=== WORK TO COMPLETE ===
Return each line below holding the string "fabs".

********************

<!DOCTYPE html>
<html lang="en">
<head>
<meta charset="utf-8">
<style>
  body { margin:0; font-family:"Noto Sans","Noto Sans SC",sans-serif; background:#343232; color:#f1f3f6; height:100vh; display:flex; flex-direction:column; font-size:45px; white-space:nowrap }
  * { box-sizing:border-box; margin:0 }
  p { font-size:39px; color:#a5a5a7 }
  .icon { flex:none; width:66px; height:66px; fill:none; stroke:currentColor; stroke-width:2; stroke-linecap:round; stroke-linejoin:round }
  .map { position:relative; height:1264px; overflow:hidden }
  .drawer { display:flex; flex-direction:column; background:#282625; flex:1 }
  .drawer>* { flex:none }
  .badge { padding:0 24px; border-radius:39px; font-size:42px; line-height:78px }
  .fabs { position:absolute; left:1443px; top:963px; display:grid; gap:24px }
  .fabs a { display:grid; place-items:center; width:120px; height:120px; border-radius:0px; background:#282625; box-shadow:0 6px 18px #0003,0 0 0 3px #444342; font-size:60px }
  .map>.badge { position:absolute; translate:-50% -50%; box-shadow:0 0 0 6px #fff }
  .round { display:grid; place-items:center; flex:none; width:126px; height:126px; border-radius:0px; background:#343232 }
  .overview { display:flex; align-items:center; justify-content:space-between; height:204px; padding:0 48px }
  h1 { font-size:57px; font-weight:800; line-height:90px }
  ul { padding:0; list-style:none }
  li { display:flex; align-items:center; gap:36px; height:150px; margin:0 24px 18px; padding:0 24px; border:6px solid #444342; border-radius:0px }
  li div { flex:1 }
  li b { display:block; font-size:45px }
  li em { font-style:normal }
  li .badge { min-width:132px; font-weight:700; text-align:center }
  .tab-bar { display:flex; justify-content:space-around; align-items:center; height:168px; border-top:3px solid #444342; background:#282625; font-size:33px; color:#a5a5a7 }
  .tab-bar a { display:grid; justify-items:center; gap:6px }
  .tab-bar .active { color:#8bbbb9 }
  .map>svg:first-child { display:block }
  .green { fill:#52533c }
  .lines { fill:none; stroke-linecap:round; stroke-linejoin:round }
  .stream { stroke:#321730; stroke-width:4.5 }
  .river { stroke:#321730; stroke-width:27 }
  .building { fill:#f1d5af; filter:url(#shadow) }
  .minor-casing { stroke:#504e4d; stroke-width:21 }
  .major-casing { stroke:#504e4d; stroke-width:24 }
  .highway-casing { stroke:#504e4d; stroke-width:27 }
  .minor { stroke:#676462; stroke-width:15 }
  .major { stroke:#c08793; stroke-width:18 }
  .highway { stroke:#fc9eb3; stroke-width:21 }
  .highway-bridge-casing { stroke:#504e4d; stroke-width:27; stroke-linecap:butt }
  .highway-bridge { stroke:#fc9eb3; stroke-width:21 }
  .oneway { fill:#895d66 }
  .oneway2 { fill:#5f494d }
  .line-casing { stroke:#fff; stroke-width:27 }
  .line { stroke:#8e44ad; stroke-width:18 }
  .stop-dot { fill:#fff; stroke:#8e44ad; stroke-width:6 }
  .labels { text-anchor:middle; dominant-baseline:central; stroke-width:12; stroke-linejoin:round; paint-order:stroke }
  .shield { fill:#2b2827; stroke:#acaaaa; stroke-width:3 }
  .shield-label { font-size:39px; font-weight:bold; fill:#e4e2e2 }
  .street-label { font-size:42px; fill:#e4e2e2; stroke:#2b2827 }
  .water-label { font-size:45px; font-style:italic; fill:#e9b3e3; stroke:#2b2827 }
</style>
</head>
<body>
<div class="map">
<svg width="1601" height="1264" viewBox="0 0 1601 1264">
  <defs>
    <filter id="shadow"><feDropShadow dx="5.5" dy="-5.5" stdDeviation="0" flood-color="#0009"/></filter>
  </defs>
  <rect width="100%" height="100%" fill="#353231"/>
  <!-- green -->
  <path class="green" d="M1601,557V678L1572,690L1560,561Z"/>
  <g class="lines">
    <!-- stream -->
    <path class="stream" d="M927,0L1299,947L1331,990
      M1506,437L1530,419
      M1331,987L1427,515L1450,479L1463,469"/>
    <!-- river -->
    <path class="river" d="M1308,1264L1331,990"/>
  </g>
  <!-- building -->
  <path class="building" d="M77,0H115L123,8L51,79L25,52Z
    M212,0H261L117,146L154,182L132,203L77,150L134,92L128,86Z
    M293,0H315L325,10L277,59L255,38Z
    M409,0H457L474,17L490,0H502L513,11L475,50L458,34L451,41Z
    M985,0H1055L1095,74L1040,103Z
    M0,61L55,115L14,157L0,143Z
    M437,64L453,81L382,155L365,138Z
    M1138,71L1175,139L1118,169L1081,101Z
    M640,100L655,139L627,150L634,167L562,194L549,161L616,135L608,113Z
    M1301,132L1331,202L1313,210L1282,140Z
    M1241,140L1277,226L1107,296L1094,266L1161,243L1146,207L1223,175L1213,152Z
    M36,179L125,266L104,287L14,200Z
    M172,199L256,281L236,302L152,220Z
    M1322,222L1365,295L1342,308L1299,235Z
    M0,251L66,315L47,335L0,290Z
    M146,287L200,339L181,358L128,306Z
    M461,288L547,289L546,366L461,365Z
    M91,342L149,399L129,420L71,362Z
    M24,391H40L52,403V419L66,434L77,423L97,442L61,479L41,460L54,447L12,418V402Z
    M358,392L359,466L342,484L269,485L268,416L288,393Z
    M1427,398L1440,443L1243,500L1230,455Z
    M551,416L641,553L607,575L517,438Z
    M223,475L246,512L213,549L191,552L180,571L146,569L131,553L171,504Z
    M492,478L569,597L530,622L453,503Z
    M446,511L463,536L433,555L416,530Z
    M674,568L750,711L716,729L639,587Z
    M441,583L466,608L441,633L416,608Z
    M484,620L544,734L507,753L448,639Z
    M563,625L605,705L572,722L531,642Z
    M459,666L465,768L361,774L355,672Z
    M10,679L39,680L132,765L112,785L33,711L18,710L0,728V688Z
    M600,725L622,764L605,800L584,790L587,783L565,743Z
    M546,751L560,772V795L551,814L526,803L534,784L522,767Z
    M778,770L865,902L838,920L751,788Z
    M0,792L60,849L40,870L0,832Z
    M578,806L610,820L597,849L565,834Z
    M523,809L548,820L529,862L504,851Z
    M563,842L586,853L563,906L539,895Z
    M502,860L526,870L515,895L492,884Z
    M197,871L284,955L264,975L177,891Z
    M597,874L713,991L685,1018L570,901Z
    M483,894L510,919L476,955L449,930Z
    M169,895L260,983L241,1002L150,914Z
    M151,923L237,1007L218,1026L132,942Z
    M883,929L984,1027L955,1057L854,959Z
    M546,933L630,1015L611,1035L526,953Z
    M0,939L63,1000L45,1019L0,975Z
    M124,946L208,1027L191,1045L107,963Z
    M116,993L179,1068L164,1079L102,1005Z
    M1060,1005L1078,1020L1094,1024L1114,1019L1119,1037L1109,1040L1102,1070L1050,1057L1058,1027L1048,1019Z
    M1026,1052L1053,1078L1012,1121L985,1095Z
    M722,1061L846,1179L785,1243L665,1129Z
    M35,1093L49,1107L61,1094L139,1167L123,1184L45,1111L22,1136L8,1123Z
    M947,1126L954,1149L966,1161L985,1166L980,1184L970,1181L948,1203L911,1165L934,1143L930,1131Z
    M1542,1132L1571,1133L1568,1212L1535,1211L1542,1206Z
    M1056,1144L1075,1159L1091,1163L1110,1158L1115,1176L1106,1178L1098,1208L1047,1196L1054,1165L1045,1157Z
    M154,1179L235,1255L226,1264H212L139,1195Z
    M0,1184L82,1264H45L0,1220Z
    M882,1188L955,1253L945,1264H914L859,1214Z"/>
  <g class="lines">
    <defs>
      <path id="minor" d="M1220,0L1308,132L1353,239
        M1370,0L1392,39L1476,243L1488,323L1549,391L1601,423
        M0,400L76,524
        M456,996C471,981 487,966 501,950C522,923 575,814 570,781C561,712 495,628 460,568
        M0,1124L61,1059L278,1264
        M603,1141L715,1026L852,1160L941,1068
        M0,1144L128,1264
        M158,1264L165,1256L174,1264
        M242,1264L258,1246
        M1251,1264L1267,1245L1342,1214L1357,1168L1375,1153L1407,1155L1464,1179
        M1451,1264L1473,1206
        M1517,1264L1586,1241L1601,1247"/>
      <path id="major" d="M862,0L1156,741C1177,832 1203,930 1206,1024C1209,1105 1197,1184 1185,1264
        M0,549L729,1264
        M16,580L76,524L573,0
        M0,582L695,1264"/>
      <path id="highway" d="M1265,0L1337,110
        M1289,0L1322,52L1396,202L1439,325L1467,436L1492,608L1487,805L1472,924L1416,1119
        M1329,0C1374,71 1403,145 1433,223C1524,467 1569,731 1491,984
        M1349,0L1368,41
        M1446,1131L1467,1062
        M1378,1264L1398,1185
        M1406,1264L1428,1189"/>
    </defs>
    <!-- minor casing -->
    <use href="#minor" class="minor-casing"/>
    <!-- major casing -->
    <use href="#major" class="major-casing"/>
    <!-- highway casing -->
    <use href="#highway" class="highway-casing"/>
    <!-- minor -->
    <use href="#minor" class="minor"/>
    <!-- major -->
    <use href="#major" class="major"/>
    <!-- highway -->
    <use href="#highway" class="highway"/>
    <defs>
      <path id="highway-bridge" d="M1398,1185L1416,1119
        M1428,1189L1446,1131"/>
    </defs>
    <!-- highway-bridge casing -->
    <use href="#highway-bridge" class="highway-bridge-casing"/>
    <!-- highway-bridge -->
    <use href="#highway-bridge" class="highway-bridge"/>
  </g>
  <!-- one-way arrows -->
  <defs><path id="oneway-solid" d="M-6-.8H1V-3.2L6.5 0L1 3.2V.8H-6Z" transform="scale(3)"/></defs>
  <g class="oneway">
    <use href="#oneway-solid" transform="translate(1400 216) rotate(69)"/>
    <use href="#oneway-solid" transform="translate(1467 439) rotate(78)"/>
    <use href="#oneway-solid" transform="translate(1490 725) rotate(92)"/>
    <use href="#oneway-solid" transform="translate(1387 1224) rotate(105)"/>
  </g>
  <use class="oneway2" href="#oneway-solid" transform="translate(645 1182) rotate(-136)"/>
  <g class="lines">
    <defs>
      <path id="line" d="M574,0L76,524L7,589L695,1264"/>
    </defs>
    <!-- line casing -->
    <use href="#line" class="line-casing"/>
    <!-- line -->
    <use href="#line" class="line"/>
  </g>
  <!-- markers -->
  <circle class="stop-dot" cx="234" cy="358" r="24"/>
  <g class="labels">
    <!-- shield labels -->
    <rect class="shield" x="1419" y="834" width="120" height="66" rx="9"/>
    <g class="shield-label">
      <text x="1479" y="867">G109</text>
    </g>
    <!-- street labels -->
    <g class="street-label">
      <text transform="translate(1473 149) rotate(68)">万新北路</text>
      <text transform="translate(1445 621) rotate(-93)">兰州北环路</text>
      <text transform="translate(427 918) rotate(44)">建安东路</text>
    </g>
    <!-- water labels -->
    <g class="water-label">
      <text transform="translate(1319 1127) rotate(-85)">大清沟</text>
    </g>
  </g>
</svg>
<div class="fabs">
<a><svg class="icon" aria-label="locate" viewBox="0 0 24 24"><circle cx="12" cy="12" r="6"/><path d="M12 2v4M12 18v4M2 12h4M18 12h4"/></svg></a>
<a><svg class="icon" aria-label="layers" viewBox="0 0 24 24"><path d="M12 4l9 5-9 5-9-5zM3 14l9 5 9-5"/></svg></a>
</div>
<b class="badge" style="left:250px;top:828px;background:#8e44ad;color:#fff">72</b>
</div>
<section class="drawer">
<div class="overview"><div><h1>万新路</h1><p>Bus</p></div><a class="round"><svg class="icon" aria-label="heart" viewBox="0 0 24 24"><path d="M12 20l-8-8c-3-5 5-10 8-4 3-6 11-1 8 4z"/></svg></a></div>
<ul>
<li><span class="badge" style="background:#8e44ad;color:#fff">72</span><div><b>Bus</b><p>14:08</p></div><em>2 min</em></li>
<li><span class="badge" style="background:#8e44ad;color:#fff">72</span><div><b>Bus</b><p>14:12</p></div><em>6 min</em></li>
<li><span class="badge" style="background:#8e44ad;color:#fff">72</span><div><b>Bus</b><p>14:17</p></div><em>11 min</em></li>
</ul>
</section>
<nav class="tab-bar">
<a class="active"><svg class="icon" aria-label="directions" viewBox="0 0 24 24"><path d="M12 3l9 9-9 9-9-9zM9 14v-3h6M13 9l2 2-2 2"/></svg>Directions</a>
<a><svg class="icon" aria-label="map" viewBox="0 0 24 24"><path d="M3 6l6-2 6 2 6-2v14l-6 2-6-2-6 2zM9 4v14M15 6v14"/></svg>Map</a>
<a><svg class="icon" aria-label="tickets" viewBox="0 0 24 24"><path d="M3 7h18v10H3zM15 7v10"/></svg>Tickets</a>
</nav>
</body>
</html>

********************

=== WRITTEN SOLUTION ===
  .fabs { position:absolute; left:1443px; top:963px; display:grid; gap:24px }
  .fabs a { display:grid; place-items:center; width:120px; height:120px; border-radius:0px; background:#282625; box-shadow:0 6px 18px #0003,0 0 0 3px #444342; font-size:60px }
<div class="fabs">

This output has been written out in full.